__Task__. For each line in the data below that holds "nowrap", return a copy.

__Exercise data__.
++++++

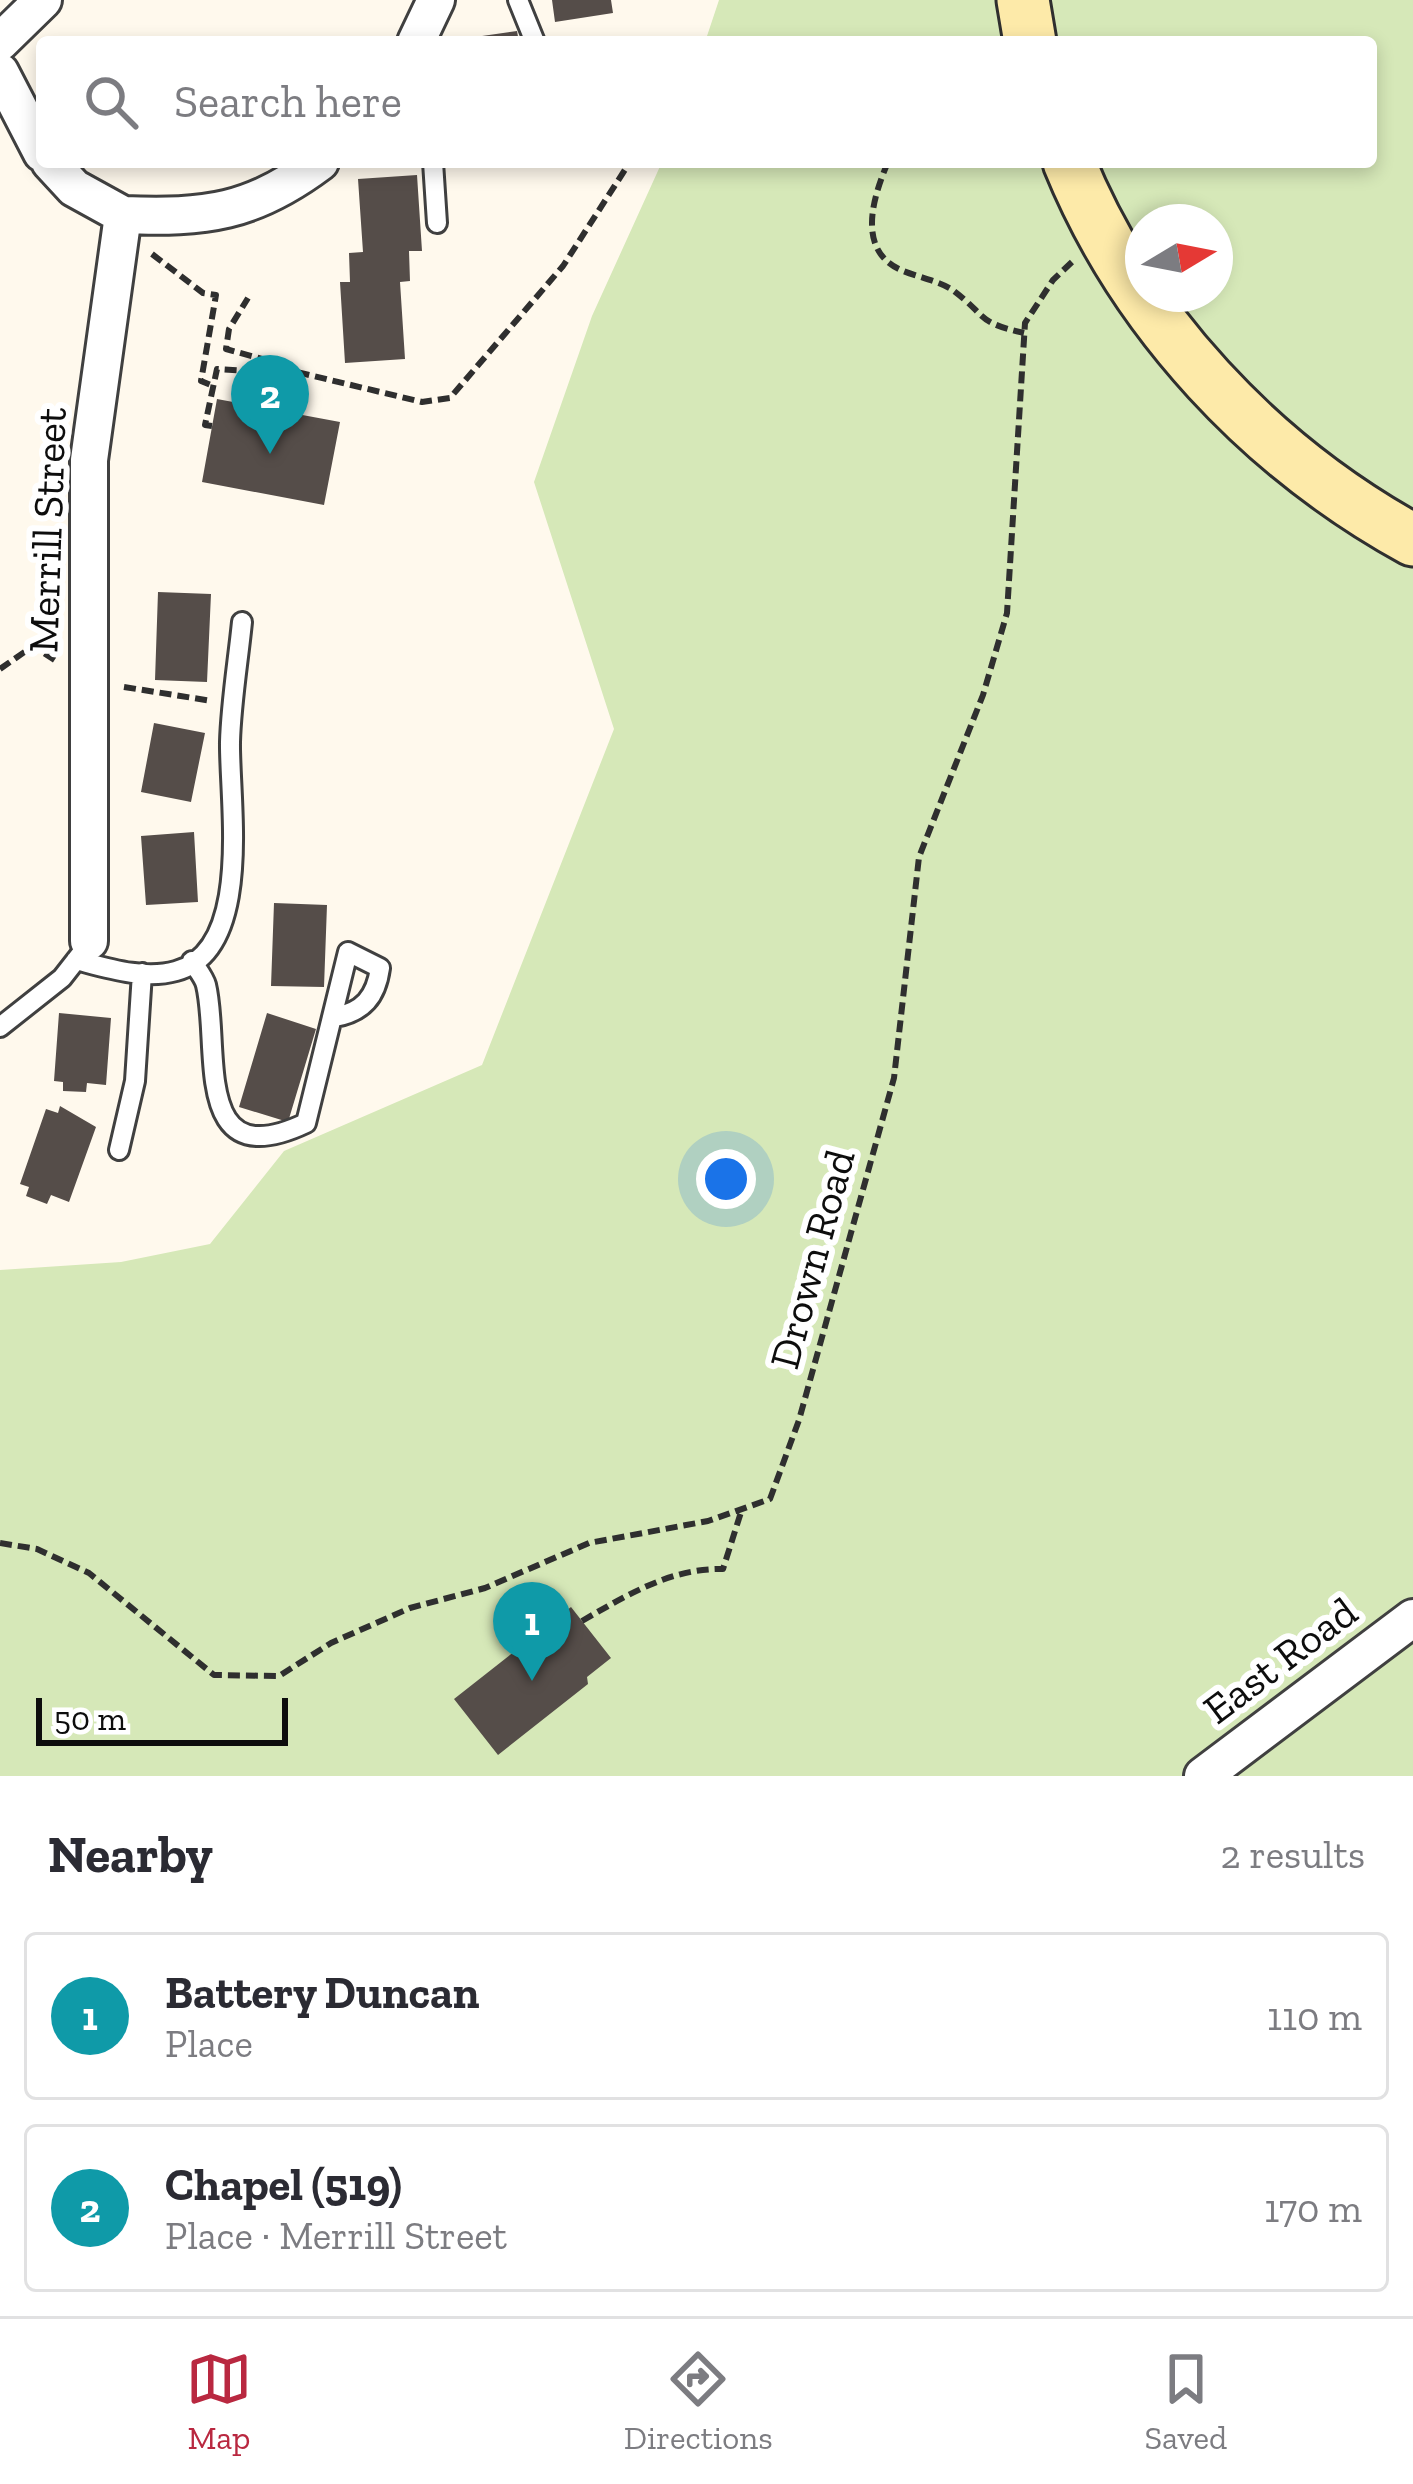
<!DOCTYPE html>
<meta charset="utf-8">
<style>
body{margin:0;font-family:"Zilla Slab",serif;background:#f7f7f7;color:#2b2b33}
.compass{position:absolute;left:1125px;top:204px;width:108px;height:108px;border-radius:50%;background:#fff;box-shadow:0 6px 18px #0003;rotate:80deg}
.scale{position:absolute;left:36px;bottom:30px;width:252px;box-sizing:border-box;padding-left:12px;border:6px solid #0d0d0d;border-top:0;font-size:33px;line-height:42px;white-space:nowrap;color:#0d0d0d;-webkit-text-stroke:9px #fff;paint-order:stroke}
.you{position:absolute;left:726px;top:1179px;width:42px;height:42px;margin:-30px;border:9px solid #fff;border-radius:50%;background:#1a73e8;box-shadow:0 0 0 18px #1a73e833}
.badge{display:grid;place-items:center;width:78px;height:78px;border-radius:50%;background:#b92840;color:#fff;font-size:39px;font-weight:700}
.pin{position:absolute;translate:-50% -99px;filter:drop-shadow(0 3px 6px #0008)}
.pin::after{content:'';position:absolute;top:63px;width:42px;height:36px;background:inherit;clip-path:polygon(0 0,100% 0,50% 100%)}
.list{margin:0;padding:0;list-style:none}
h2{display:flex;justify-content:space-between;align-items:center;height:156px;margin:0;padding:0 48px;font-size:51px}
h2 small{font-size:39px;font-weight:400;color:#7c7c81}
.list li{display:grid;grid-template-columns:78px 1fr auto;gap:36px;align-items:center;box-sizing:border-box;height:168px;margin:0 24px 24px;padding:0 24px;border:3px solid #e1e1e2;border-radius:12px}
.list b{display:block;font-size:45px;white-space:nowrap}
.list p{margin:0;font-size:39px;white-space:nowrap;color:#7c7c81}
.list em{font-size:39px;font-style:normal;color:#7c7c81}
.icon{flex:none;width:66px;height:66px;fill:none;stroke:currentColor;stroke-width:2;stroke-linecap:round;stroke-linejoin:round}
.map{position:relative;flex:none;width:1413px;height:1776px;overflow:hidden}
.search{position:absolute;background:#fff;box-shadow:0 6px 18px #0003;left:36px;right:36px;top:36px;height:132px;display:flex;align-items:center;gap:30px;box-sizing:border-box;padding:0 42px;border-radius:12px;color:#7c7c81;font-size:45px}
.sheet{height:540px;background:#fff}
nav{display:flex;justify-content:space-around;align-items:center;box-sizing:border-box;height:168px;border-top:3px solid #e1e1e2;background:#fff;font-size:33px;color:#7c7c81}
nav a{display:grid;justify-items:center;gap:6px}
nav .on{color:#b92840}
.map>svg:first-child{display:block}
</style>
<div class="map">
<svg width="1413" height="1776" viewBox="0 0 1413 1776">
<rect width="100%" height="100%" fill="#fff9ed"/>
<!-- green -->
<path fill="#d6e8b8" fill-rule="evenodd" d="M 719,0 L 1413,0 L 1413,1776 L 0,1776 L 0,1270 L 121,1262 L 210,1244 L 284,1151 L 482,1065 L 614,729 L 534,482 L 592,316 L 662,162 L 1371,162 L 1371,42 L 705,42 ZM 1143,222 L 1215,222 L 1215,294 L 1143,294 Z"/>
<!-- building -->
<path fill="#554d49" d="M 552,0 L 611,0 L 613,13 L 555,22 Z
M 517,31 L 519,42 L 461,42 L 461,39 Z
M 417,175 L 422,251 L 409,251 L 410,281 L 400,282 L 405,359 L 345,363 L 340,282 L 350,282 L 349,253 L 363,252 L 358,179 Z
M 217,399 L 340,422 L 324,505 L 202,482 Z
M 158,592 L 211,594 L 207,682 L 155,680 Z
M 154,723 L 205,733 L 191,802 L 141,792 Z
M 194,832 L 198,902 L 146,905 L 141,836 Z
M 274,903 L 327,905 L 324,987 L 271,986 Z
M 59,1013 L 111,1018 L 106,1085 L 87,1083 L 86,1092 L 63,1091 L 63,1082 L 54,1081 Z
M 267,1013 L 316,1029 L 288,1122 L 239,1107 Z
M 60,1106 L 96,1127 L 69,1202 L 51,1195 L 47,1204 L 26,1196 L 29,1187 L 20,1184 L 46,1109 L 58,1113 Z
M 571,1607 L 611,1658 L 587,1677 L 588,1684 L 498,1755 L 454,1699 Z"/>
<g fill="none" stroke-linecap="round" stroke-linejoin="round">
<defs>
<path id="lane" d="M 518,0 L 535,42
M 433,162 L 437,223
M 76,960 C 107,968 144,980 176,971 C 254,950 229,801 230,742 C 231,703 238,662 242,622
M 192,961 C 196,968 204,977 206,985 C 221,1046 190,1178 306,1123 L 348,952 L 380,968 C 376,997 363,1012 335,1017
M 0,1027 L 62,978 L 80,955
M 119,1150 L 135,1081 L 142,973"/>
<path id="street" d="M 0,42 L 43,0
M 416,42 L 436,0
M 0,72 L 42,153
M 50,162 L 74,188 L 123,215 L 89,460 L 89,941
M 123,215 C 206,218 252,213 320,162
M 1203,1776 L 1413,1618"/>
<path id="secondary" d="M 1023,0 L 1030,42
M 1069,162 C 1134,322 1262,457 1413,540"/>
</defs>
<!-- lane casing -->
<use href="#lane" stroke="#404040" stroke-width="24"/>
<!-- street casing -->
<use href="#street" stroke="#404040" stroke-width="42"/>
<!-- secondary casing -->
<use href="#secondary" stroke="#2f2f2f" stroke-width="57"/>
<!-- path -->
<path stroke="#2f2f2f" stroke-width="6" stroke-dasharray="12 6" stroke-linecap="butt" d="M 807,42 L 818,42
M 888,162 C 873,197 856,250 901,270 C 917,277 940,281 954,291 C 988,317 976,322 1024,333
M 152,254 L 203,293 L 216,295 L 201,381 L 213,386
M 280,368 L 422,402 L 450,398 L 563,266 L 630,162
M 212,426 L 205,425 L 217,369 L 276,373 L 280,368 L 277,363 L 226,349 L 229,329 L 248,298
M 0,669 L 33,646 L 56,661
M 124,687 L 212,701
M 0,1543 L 37,1549 L 89,1573 L 214,1675 L 279,1676 L 331,1643 L 410,1608 L 485,1588 L 589,1543 L 708,1521 L 770,1499 L 799,1420 L 894,1078 L 919,857 L 983,695 L 1007,613 L 1025,323 L 1053,280 L 1074,260
M 582,1621 C 627,1595 671,1568 723,1569 L 742,1509"/>
<!-- lane -->
<use href="#lane" stroke="#fff" stroke-width="18"/>
<!-- street -->
<use href="#street" stroke="#fff" stroke-width="36"/>
<!-- secondary -->
<use href="#secondary" stroke="#fdeaa9" stroke-width="51"/>
</g>
<g text-anchor="middle" dominant-baseline="central" stroke-width="12" stroke-linejoin="round" paint-order="stroke">
<!-- street labels -->
<g font-size="42" fill="#0d0d0d" stroke="#fff">
<text transform="translate(47 530) rotate(-88)">Merrill Street</text>
<text transform="translate(812 1259) rotate(-75)">Drown Road</text>
<text transform="translate(1280 1660) rotate(-37)">East Road</text>
</g>
</g>
</svg>
<svg class="compass" viewBox="-18 -18 36 36"><path d="M0-13l5 13h-10z" fill="#e53935"/><path d="M0 13l5-13h-10z" fill="#7c7c81"/></svg>
<div class="scale">50 m</div>
<div class="you"></div>
<div class="pin badge" style="left:532px;top:1681px;background:#0f9aa8">1</div>
<div class="pin badge" style="left:270px;top:454px;background:#0f9aa8">2</div>
<div class="search"><svg class="icon" aria-label="search" viewBox="0 0 24 24"><circle cx="10" cy="10" r="6"/><path d="M15 15l6 6"/></svg>Search here</div>
</div>
<section class="sheet">
<h2>Nearby<small>2 results</small></h2>
<ul class="list">
<li><span class="badge" style="background:#0f9aa8">1</span><div><b>Battery Duncan</b><p>Place</p></div><em>110 m</em></li>
<li><span class="badge" style="background:#0f9aa8">2</span><div><b>Chapel (519)</b><p>Place · Merrill Street</p></div><em>170 m</em></li>
</ul>
</section>
<nav>
<a class="on"><svg class="icon" aria-label="map" viewBox="0 0 24 24"><path d="M3 6l6-2 6 2 6-2v14l-6 2-6-2-6 2zM9 4v14M15 6v14"/></svg>Map</a>
<a><svg class="icon" aria-label="directions" viewBox="0 0 24 24"><path d="M12 3l9 9-9 9-9-9zM9 14v-3h6M13 9l2 2-2 2"/></svg>Directions</a>
<a><svg class="icon" aria-label="saved" viewBox="0 0 24 24"><path d="M7 4h10v16l-5-4-5 4z"/></svg>Saved</a>
</nav>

++++++

__Result for this exercise__.
.scale{position:absolute;left:36px;bottom:30px;width:252px;box-sizing:border-box;padding-left:12px;border:6px solid #0d0d0d;border-top:0;font-size:33px;line-height:42px;white-space:nowrap;color:#0d0d0d;-webkit-text-stroke:9px #fff;paint-order:stroke}
.list b{display:block;font-size:45px;white-space:nowrap}
.list p{margin:0;font-size:39px;white-space:nowrap;color:#7c7c81}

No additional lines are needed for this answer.